● What is required: Starting with the first line and ending with the one that holds "inset:0; background:#0003; transform-origin:0", retype the entries exactly.

BEGIN Given data

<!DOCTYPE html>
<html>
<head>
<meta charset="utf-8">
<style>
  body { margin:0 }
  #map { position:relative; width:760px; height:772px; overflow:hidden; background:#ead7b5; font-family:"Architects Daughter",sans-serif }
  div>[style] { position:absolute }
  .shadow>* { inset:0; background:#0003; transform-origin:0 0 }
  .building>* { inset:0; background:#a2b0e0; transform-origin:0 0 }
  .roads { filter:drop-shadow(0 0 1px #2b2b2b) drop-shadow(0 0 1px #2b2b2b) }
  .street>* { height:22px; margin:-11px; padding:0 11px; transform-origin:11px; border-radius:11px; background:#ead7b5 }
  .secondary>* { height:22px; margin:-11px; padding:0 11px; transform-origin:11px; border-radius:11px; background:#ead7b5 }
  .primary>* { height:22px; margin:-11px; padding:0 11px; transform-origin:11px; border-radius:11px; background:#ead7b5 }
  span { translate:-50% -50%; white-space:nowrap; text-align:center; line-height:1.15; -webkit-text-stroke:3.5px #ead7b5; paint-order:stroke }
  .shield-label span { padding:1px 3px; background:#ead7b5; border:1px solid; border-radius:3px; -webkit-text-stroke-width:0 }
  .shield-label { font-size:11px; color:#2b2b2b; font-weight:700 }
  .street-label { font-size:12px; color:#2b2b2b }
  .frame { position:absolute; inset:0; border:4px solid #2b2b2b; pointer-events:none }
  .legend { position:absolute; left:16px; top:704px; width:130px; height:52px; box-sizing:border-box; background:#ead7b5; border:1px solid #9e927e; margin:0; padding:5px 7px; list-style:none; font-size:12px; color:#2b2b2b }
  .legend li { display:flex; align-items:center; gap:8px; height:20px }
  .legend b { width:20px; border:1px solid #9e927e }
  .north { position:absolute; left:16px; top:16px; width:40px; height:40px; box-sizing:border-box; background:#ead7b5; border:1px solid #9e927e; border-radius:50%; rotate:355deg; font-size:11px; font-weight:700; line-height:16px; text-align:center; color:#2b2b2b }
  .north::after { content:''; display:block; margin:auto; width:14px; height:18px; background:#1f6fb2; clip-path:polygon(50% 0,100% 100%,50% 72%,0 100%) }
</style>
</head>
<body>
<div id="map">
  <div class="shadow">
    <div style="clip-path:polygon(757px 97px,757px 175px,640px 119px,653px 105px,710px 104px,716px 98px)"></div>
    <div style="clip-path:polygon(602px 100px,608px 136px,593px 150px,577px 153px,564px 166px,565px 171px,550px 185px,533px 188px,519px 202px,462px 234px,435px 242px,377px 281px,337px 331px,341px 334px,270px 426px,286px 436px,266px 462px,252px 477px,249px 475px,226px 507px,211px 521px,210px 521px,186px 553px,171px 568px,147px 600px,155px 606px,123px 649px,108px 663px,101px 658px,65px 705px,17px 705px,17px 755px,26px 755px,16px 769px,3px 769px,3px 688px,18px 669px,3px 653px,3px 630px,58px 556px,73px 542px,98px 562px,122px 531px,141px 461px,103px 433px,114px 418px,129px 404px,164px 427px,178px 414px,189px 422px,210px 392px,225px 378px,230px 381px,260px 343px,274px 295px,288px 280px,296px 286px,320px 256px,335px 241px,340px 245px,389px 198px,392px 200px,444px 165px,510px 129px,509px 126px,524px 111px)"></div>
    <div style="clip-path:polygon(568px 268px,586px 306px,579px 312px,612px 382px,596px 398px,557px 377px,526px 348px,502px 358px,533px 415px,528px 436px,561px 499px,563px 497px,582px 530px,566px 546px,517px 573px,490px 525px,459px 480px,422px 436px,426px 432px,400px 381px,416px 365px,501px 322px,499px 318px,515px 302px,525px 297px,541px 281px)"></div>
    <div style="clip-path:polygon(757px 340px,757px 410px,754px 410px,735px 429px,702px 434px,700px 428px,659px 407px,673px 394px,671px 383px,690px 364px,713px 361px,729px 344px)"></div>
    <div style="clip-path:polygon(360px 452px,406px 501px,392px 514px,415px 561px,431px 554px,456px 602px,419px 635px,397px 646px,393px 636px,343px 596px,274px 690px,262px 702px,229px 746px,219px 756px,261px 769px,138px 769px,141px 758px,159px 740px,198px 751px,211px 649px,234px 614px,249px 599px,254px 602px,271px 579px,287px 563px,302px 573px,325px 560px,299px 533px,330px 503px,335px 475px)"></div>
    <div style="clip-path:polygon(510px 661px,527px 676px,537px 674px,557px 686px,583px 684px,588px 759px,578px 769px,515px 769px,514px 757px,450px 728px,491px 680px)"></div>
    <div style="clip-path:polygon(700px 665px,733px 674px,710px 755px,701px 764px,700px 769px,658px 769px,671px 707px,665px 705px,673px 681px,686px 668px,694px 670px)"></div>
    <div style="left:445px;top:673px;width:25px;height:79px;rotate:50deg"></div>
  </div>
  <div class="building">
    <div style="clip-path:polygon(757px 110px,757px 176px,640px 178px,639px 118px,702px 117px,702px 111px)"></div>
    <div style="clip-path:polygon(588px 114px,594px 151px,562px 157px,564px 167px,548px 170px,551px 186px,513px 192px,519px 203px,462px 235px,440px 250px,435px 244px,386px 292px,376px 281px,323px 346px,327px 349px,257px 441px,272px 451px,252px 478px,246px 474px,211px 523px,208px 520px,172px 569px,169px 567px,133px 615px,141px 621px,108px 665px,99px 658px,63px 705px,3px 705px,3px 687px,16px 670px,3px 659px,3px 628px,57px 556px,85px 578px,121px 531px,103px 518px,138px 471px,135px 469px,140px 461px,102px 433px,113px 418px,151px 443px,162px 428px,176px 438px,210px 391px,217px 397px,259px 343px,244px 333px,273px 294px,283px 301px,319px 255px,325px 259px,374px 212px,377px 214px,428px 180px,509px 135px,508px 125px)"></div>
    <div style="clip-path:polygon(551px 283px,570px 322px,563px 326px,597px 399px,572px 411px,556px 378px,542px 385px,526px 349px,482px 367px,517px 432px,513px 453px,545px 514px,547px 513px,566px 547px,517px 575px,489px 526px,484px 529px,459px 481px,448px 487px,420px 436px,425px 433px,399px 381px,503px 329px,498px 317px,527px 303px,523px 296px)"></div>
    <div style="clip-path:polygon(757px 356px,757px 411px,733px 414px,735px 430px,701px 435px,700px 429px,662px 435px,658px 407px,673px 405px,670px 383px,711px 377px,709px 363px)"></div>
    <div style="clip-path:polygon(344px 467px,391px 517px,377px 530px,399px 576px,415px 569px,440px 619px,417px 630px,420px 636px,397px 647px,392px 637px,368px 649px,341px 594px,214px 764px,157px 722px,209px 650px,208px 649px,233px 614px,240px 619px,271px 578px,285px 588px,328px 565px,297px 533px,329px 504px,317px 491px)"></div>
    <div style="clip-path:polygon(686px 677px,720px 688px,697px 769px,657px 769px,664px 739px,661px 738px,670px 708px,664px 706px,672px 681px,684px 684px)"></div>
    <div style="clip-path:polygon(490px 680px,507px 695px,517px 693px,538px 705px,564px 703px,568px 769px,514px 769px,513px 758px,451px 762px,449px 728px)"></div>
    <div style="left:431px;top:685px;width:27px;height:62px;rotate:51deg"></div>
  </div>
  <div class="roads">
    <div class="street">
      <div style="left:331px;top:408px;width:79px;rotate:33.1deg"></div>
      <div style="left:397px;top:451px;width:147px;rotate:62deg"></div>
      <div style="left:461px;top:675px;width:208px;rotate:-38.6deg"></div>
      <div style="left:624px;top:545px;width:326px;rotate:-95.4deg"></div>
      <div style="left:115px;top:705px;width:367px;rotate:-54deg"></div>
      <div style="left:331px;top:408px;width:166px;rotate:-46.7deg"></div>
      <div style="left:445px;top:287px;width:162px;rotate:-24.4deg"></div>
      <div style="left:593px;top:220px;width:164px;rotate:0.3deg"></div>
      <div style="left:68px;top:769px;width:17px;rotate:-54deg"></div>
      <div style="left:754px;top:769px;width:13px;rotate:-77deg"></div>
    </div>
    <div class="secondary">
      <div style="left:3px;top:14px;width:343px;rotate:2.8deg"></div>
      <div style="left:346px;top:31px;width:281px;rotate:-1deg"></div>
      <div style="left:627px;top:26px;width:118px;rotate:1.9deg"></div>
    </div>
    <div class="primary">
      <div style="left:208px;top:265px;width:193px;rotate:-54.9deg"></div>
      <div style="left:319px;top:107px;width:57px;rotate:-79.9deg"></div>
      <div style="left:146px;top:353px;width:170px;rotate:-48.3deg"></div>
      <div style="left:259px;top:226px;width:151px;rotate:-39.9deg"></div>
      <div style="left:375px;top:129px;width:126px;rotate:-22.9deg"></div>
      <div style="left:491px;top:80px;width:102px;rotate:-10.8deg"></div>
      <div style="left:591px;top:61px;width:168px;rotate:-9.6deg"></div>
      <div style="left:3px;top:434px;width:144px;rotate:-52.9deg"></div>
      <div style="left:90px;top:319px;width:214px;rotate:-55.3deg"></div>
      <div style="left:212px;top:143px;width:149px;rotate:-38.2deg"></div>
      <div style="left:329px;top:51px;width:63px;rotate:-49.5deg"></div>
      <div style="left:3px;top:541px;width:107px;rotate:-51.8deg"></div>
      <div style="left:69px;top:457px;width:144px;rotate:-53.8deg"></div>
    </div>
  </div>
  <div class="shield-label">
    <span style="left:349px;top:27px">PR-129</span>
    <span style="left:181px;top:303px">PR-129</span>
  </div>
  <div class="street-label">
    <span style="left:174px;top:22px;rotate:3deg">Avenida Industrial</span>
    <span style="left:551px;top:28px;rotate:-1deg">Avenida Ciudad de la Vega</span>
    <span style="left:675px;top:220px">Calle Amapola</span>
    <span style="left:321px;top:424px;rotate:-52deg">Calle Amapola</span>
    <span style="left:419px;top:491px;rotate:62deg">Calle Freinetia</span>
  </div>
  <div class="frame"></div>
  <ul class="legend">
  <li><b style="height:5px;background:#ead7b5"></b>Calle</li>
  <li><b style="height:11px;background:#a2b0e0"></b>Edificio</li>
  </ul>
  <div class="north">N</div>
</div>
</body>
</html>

END Given data

● Expected output:
<!DOCTYPE html>
<html>
<head>
<meta charset="utf-8">
<style>
  body { margin:0 }
  #map { position:relative; width:760px; height:772px; overflow:hidden; background:#ead7b5; font-family:"Architects Daughter",sans-serif }
  div>[style] { position:absolute }
  .shadow>* { inset:0; background:#0003; transform-origin:0 0 }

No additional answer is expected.